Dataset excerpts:
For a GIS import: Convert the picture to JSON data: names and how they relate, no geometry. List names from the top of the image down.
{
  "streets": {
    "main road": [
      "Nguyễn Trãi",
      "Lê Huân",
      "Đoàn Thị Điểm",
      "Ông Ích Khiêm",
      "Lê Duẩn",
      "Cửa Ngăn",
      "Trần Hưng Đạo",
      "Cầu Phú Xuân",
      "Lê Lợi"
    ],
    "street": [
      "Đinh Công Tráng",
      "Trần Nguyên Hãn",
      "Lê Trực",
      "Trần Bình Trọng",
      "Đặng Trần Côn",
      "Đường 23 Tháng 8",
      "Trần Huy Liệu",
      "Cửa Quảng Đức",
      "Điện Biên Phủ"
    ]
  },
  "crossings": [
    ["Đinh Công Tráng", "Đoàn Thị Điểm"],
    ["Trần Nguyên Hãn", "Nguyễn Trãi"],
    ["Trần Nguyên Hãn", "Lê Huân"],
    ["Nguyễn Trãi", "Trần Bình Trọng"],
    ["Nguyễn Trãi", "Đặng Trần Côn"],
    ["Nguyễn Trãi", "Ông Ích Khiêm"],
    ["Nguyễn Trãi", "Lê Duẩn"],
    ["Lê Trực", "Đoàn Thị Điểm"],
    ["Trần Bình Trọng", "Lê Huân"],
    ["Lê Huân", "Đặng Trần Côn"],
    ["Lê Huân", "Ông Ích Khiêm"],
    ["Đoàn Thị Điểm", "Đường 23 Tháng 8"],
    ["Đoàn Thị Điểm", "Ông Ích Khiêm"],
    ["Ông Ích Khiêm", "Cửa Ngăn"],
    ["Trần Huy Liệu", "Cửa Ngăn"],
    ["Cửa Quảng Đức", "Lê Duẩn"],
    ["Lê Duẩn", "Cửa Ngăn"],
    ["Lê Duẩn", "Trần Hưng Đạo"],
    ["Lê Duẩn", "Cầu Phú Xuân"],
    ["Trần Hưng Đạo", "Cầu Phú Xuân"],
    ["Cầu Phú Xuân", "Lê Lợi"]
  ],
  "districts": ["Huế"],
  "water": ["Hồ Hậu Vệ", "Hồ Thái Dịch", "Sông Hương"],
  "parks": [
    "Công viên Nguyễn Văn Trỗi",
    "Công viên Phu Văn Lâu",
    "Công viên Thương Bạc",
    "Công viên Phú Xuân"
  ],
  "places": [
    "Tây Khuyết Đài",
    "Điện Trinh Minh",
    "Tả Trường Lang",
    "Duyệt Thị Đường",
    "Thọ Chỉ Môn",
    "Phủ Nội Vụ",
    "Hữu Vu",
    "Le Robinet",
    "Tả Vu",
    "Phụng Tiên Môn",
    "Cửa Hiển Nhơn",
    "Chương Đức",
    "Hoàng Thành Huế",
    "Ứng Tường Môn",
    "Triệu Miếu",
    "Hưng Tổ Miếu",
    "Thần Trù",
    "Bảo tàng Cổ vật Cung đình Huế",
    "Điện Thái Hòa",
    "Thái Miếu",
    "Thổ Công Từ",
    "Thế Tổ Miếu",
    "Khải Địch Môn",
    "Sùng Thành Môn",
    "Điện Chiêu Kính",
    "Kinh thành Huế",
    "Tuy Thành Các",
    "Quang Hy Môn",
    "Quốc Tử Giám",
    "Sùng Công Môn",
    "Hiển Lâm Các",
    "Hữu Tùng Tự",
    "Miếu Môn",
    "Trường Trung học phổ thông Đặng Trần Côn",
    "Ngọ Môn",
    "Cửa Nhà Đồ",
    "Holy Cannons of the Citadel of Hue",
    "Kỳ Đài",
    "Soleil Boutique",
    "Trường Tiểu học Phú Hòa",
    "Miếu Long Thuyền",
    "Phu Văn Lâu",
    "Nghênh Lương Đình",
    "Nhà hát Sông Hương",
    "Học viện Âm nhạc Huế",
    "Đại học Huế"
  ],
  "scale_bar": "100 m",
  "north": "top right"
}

_What you are asked to do_: Set down the records again in full. Match them exactly.

_Task answer_:
For a GIS import: Convert the picture to JSON data: names and how they relate, no geometry. List names from the top of the image down.
{
  "streets": {
    "main road": [
      "Nguyễn Trãi",
      "Lê Huân",
      "Đoàn Thị Điểm",
      "Ông Ích Khiêm",
      "Lê Duẩn",
      "Cửa Ngăn",
      "Trần Hưng Đạo",
      "Cầu Phú Xuân",
      "Lê Lợi"
    ],
    "street": [
      "Đinh Công Tráng",
      "Trần Nguyên Hãn",
      "Lê Trực",
      "Trần Bình Trọng",
      "Đặng Trần Côn",
      "Đường 23 Tháng 8",
      "Trần Huy Liệu",
      "Cửa Quảng Đức",
      "Điện Biên Phủ"
    ]
  },
  "crossings": [
    ["Đinh Công Tráng", "Đoàn Thị Điểm"],
    ["Trần Nguyên Hãn", "Nguyễn Trãi"],
    ["Trần Nguyên Hãn", "Lê Huân"],
    ["Nguyễn Trãi", "Trần Bình Trọng"],
    ["Nguyễn Trãi", "Đặng Trần Côn"],
    ["Nguyễn Trãi", "Ông Ích Khiêm"],
    ["Nguyễn Trãi", "Lê Duẩn"],
    ["Lê Trực", "Đoàn Thị Điểm"],
    ["Trần Bình Trọng", "Lê Huân"],
    ["Lê Huân", "Đặng Trần Côn"],
    ["Lê Huân", "Ông Ích Khiêm"],
    ["Đoàn Thị Điểm", "Đường 23 Tháng 8"],
    ["Đoàn Thị Điểm", "Ông Ích Khiêm"],
    ["Ông Ích Khiêm", "Cửa Ngăn"],
    ["Trần Huy Liệu", "Cửa Ngăn"],
    ["Cửa Quảng Đức", "Lê Duẩn"],
    ["Lê Duẩn", "Cửa Ngăn"],
    ["Lê Duẩn", "Trần Hưng Đạo"],
    ["Lê Duẩn", "Cầu Phú Xuân"],
    ["Trần Hưng Đạo", "Cầu Phú Xuân"],
    ["Cầu Phú Xuân", "Lê Lợi"]
  ],
  "districts": ["Huế"],
  "water": ["Hồ Hậu Vệ", "Hồ Thái Dịch", "Sông Hương"],
  "parks": [
    "Công viên Nguyễn Văn Trỗi",
    "Công viên Phu Văn Lâu",
    "Công viên Thương Bạc",
    "Công viên Phú Xuân"
  ],
  "places": [
    "Tây Khuyết Đài",
    "Điện Trinh Minh",
    "Tả Trường Lang",
    "Duyệt Thị Đường",
    "Thọ Chỉ Môn",
    "Phủ Nội Vụ",
    "Hữu Vu",
    "Le Robinet",
    "Tả Vu",
    "Phụng Tiên Môn",
    "Cửa Hiển Nhơn",
    "Chương Đức",
    "Hoàng Thành Huế",
    "Ứng Tường Môn",
    "Triệu Miếu",
    "Hưng Tổ Miếu",
    "Thần Trù",
    "Bảo tàng Cổ vật Cung đình Huế",
    "Điện Thái Hòa",
    "Thái Miếu",
    "Thổ Công Từ",
    "Thế Tổ Miếu",
    "Khải Địch Môn",
    "Sùng Thành Môn",
    "Điện Chiêu Kính",
    "Kinh thành Huế",
    "Tuy Thành Các",
    "Quang Hy Môn",
    "Quốc Tử Giám",
    "Sùng Công Môn",
    "Hiển Lâm Các",
    "Hữu Tùng Tự",
    "Miếu Môn",
    "Trường Trung học phổ thông Đặng Trần Côn",
    "Ngọ Môn",
    "Cửa Nhà Đồ",
    "Holy Cannons of the Citadel of Hue",
    "Kỳ Đài",
    "Soleil Boutique",
    "Trường Tiểu học Phú Hòa",
    "Miếu Long Thuyền",
    "Phu Văn Lâu",
    "Nghênh Lương Đình",
    "Nhà hát Sông Hương",
    "Học viện Âm nhạc Huế",
    "Đại học Huế"
  ],
  "scale_bar": "100 m",
  "north": "top right"
}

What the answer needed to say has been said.